Once a year, the NOFA Interstate Council, a group that lightly coordinates among the state chapters, takes the time to step back and think about the bigger picture: what organizational cooperation, political alliances, and policy changes would make the work of building local organic food systems easier? We have been learning about carbon farming, parity, and supply management, and the productive intersections that can result, and recently doing a lot of soul searching and action on white supremacy and racial justice.

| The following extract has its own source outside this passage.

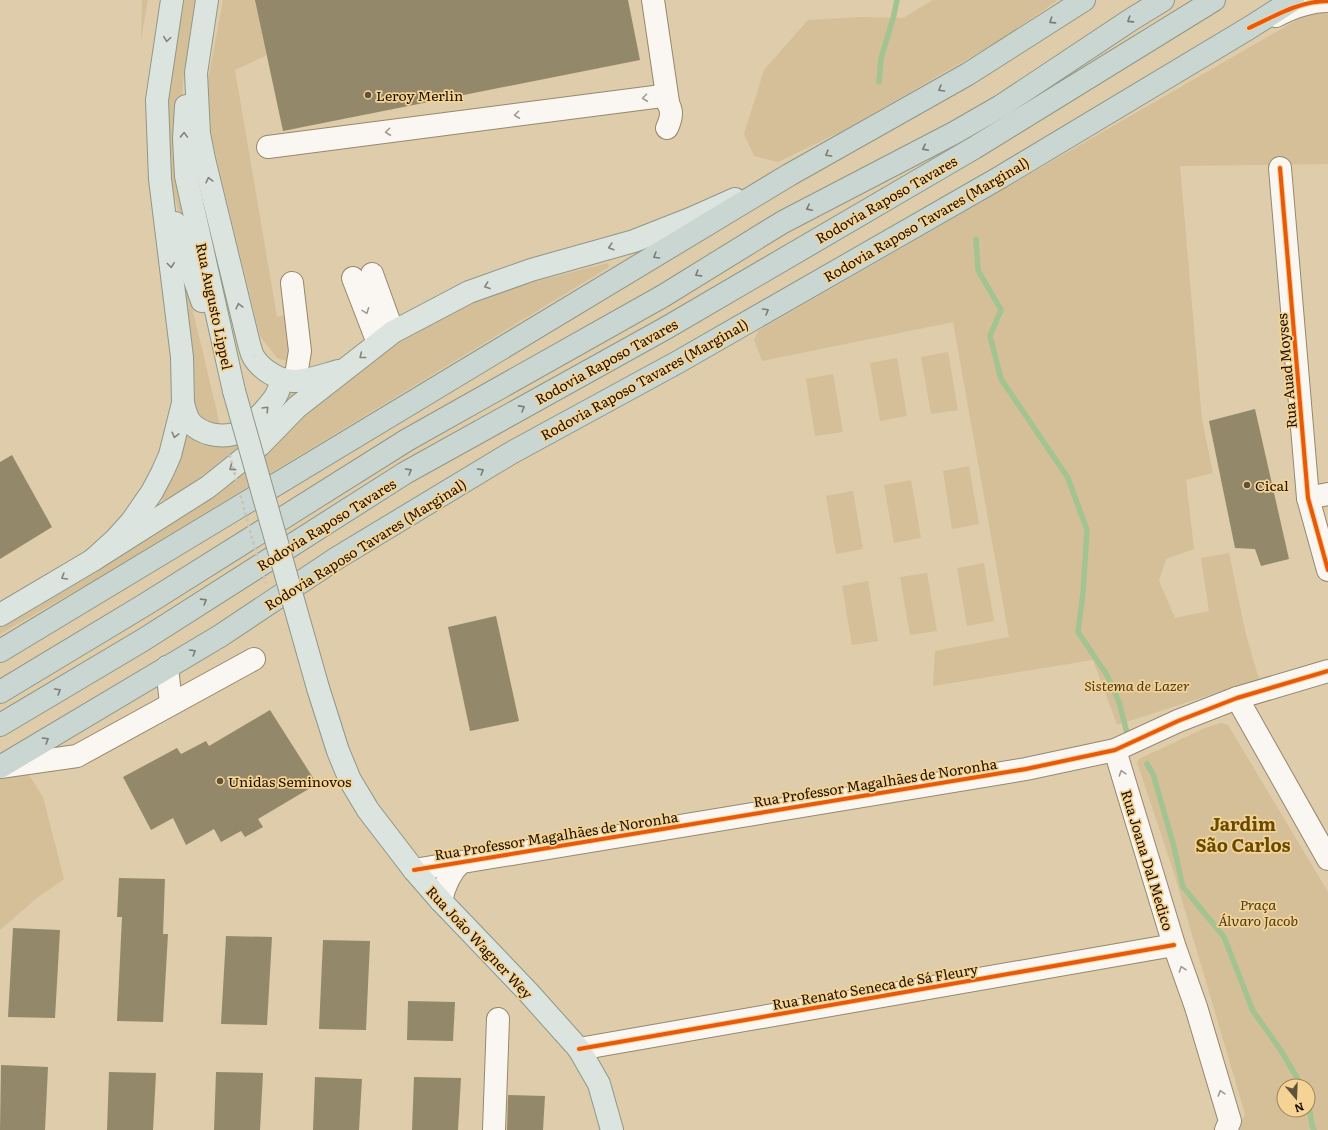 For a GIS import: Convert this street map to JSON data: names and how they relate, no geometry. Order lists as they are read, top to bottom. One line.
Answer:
{"streets":{"highway":["Rodovia Raposo Tavares","Rodovia Raposo Tavares (Marginal)"],"main road":["Rua Augusto Lippel","Rua João Wagner Wey"],"street":["Rua Auad Moyses","Rua Professor Magalhães de Noronha","Rua Joana Dal Medico","Rua Renato Seneca de Sá Fleury"]},"crossings":[["Rua Augusto Lippel","Rua João Wagner Wey"],["Rua Professor Magalhães de Noronha","Rua Joana Dal Medico"],["Rua Professor Magalhães de Noronha","Rua João Wagner Wey"],["Rua Joana Dal Medico","Rua Renato Seneca de Sá Fleury"],["Rua João Wagner Wey","Rua Renato Seneca de Sá Fleury"]],"districts":["Jardim São Carlos"],"parks":["Sistema de Lazer","Praça Álvaro Jacob"],"places":["Leroy Merlin","Cical","Unidas Seminovos"],"north":"bottom"} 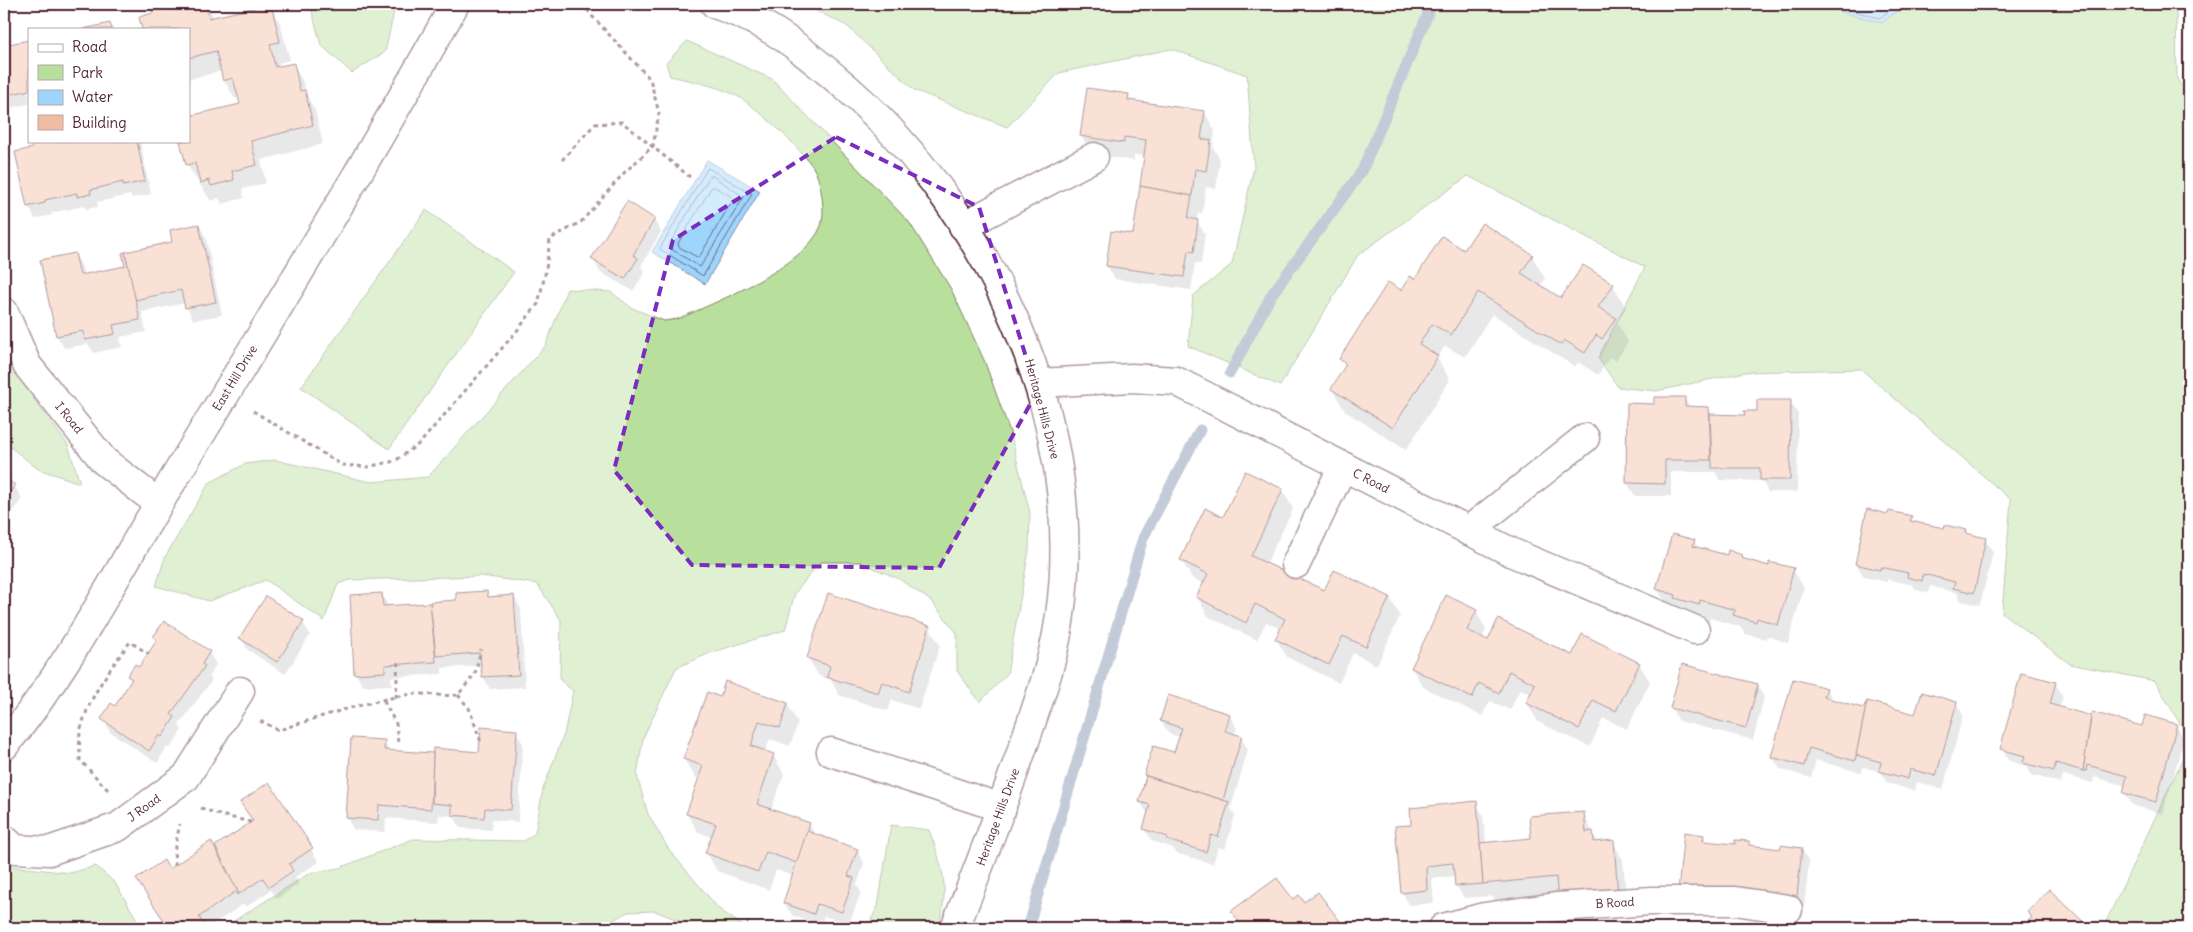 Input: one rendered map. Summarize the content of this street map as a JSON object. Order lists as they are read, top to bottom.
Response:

On behalf of the Interstate Council, I co-founded the Agricultural Justice Project (AJP) which seeks to keep fairness, a fundamental principle in organic agriculture worldwide, alive in the US since fair pricing, livable wages to workers, and respectful treatment were left out of the National Organic Program. AJP created a certification program, Food Justice Certified, that could be applied to any kind of food business in the US that qualified through fair and non-toxic practices. Along with the other members of that board, I have spoken and written about how food justice means more than access – it must include the people who do the work to bring the food to your table.
Though it is all too easy to lose sight of lofty principles when the bottom line for farming is so tenuous, we seek to recreate the agricultural system based on our shared values. For this transformation to be possible, we need parity across the board. I share here some reflections based on my experience as an organic-farmer about how I’ve come to think about cooperative farming, the threat of corporate concentration, and the path to embodying the basic principles of worldwide organic agriculture in our way of life.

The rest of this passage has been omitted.